→ Brief
What you return should be the line containing "Give me a JSON index of this picture." and each line after it to the end of the records, copied exactly.

§

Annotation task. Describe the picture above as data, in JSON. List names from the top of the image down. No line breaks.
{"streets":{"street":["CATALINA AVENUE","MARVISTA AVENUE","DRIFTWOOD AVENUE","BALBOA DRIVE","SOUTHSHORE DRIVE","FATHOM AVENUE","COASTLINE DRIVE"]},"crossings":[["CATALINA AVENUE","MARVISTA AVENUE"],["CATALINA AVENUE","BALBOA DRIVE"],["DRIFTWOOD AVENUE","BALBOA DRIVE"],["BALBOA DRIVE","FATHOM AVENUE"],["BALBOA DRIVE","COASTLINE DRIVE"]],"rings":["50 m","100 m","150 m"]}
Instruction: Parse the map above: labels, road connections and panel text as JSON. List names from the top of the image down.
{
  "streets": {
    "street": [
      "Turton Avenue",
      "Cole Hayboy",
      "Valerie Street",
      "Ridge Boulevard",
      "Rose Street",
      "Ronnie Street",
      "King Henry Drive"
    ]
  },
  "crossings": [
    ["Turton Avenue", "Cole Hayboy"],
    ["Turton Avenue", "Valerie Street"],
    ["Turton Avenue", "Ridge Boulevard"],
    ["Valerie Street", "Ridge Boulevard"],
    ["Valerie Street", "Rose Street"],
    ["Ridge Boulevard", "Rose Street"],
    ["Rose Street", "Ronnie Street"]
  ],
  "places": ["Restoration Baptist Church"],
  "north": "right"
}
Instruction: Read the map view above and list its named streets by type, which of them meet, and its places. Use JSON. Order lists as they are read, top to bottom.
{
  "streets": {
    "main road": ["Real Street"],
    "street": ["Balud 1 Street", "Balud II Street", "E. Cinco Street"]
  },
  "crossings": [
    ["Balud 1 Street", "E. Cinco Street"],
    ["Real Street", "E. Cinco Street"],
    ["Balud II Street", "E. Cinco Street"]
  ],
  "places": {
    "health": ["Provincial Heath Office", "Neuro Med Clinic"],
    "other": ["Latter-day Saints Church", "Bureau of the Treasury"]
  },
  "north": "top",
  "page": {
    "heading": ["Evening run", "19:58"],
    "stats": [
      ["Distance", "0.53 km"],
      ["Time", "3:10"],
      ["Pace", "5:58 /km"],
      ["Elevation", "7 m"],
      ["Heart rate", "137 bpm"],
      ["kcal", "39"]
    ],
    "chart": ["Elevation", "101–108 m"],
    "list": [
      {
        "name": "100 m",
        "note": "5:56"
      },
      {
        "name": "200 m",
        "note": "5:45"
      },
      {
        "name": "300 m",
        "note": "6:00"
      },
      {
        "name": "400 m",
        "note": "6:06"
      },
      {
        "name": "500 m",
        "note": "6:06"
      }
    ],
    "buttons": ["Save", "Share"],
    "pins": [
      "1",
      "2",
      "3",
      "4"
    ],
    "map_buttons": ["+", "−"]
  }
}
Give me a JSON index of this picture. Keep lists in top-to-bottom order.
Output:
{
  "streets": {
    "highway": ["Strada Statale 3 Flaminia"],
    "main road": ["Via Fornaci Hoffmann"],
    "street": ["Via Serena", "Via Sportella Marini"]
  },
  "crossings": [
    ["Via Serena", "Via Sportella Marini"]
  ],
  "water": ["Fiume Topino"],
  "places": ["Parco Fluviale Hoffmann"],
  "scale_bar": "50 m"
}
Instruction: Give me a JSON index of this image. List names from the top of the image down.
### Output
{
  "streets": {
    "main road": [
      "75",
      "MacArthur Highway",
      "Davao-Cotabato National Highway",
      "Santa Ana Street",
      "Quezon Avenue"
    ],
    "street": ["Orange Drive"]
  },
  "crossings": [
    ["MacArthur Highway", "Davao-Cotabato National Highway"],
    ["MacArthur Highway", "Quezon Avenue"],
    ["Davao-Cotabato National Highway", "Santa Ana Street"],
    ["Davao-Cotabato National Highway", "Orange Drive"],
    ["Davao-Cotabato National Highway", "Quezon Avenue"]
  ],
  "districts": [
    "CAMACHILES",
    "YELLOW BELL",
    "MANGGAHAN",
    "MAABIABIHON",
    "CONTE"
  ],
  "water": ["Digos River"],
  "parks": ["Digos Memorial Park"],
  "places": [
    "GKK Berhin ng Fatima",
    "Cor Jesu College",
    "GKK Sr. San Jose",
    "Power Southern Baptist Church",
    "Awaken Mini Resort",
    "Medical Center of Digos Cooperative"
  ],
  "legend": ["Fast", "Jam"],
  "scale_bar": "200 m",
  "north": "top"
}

§

→ Exercise result
Give me a JSON index of this picture. Keep lists in top-to-bottom order.
Output:
{
  "streets": {
    "highway": ["Strada Statale 3 Flaminia"],
    "main road": ["Via Fornaci Hoffmann"],
    "street": ["Via Serena", "Via Sportella Marini"]
  },
  "crossings": [
    ["Via Serena", "Via Sportella Marini"]
  ],
  "water": ["Fiume Topino"],
  "places": ["Parco Fluviale Hoffmann"],
  "scale_bar": "50 m"
}
Instruction: Give me a JSON index of this image. List names from the top of the image down.
### Output
{
  "streets": {
    "main road": [
      "75",
      "MacArthur Highway",
      "Davao-Cotabato National Highway",
      "Santa Ana Street",
      "Quezon Avenue"
    ],
    "street": ["Orange Drive"]
  },
  "crossings": [
    ["MacArthur Highway", "Davao-Cotabato National Highway"],
    ["MacArthur Highway", "Quezon Avenue"],
    ["Davao-Cotabato National Highway", "Santa Ana Street"],
    ["Davao-Cotabato National Highway", "Orange Drive"],
    ["Davao-Cotabato National Highway", "Quezon Avenue"]
  ],
  "districts": [
    "CAMACHILES",
    "YELLOW BELL",
    "MANGGAHAN",
    "MAABIABIHON",
    "CONTE"
  ],
  "water": ["Digos River"],
  "parks": ["Digos Memorial Park"],
  "places": [
    "GKK Berhin ng Fatima",
    "Cor Jesu College",
    "GKK Sr. San Jose",
    "Power Southern Baptist Church",
    "Awaken Mini Resort",
    "Medical Center of Digos Cooperative"
  ],
  "legend": ["Fast", "Jam"],
  "scale_bar": "200 m",
  "north": "top"
}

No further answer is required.